4.2. Performing Rolling Upgrades on Kubernetes

Rolling upgrades migrate data from one Infinispan cluster to another.

For both Kubernetes and OpenShift, the rolling upgrade procedure is nearly identical to the procedure for Infinispan server rolling upgrades.

Differences in rolling upgrade procedures

  • Depending on configuration, it is a good practice to use OpenShift Routes or Kubernetes Ingress API to expose services to the clients. During the upgrade the Route (or Ingress) used by the clients can be altered to point to the new cluster.

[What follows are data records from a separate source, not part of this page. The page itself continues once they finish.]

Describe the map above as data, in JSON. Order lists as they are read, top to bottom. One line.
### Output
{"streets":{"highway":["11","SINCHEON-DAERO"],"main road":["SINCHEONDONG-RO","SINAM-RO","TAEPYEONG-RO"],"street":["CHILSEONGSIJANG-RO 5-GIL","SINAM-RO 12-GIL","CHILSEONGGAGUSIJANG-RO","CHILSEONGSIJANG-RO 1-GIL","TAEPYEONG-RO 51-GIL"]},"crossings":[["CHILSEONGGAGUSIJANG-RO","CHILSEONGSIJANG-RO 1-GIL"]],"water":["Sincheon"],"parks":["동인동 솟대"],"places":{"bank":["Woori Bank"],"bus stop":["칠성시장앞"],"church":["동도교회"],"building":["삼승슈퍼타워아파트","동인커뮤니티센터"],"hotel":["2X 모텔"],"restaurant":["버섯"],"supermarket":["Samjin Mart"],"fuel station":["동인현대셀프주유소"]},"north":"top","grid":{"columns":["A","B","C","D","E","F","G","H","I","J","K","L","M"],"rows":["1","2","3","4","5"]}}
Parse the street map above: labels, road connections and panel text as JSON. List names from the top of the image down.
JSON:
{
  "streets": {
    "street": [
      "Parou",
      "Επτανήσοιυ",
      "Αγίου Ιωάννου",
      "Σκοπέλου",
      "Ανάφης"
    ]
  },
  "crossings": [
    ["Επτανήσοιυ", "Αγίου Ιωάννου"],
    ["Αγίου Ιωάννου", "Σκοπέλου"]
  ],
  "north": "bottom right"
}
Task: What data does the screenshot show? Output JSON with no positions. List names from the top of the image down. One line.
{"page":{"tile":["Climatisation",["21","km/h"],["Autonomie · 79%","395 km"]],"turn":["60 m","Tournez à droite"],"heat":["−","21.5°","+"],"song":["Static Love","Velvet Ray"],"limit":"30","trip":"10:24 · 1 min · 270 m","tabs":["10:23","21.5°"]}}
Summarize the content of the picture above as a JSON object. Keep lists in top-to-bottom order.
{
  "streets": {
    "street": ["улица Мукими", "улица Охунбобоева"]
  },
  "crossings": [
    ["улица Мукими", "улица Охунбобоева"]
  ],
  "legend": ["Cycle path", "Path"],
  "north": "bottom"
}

  • Invoking CLI commands can be done by using Kubernetes (kubectl exec) or OpenShift clients (oc exec). Here is an example: oc exec <POD_NAME> — '/opt/jboss/infinispan-server/bin/ispn-cli.sh' '-c' '--controller=$(hostname -i):9990' '/subsystem=datagrid-infinispan/cache-container=clustered/distributed-cache=default:disconnect-source(migrator-name=hotrod)'

Key differences when upgrading using the library mode:

  • Client application needs to expose JMX. It usually depends on application and environment type but the easiest way to do it is to add the following switches into the Java boostrap script -Dcom.sun.management.jmxremote -Dcom.sun.management.jmxremote.port=<PORT>.

  • Connecting to the JMX can be done by forwarding ports. With OpenShift this might be achieved by using oc port-forward command whereas in Kubernetes by kubectl port-forward.

The last step in the Rolling Upgrade (removing a Remote Cache Store) needs to be performed differently. We need to use Kubernetes/OpenShift Rolling update command and replace Pods configuration with the one which does not contain Remote Cache Store.

A detailed instruction might be found in ISPN-6673 ticket.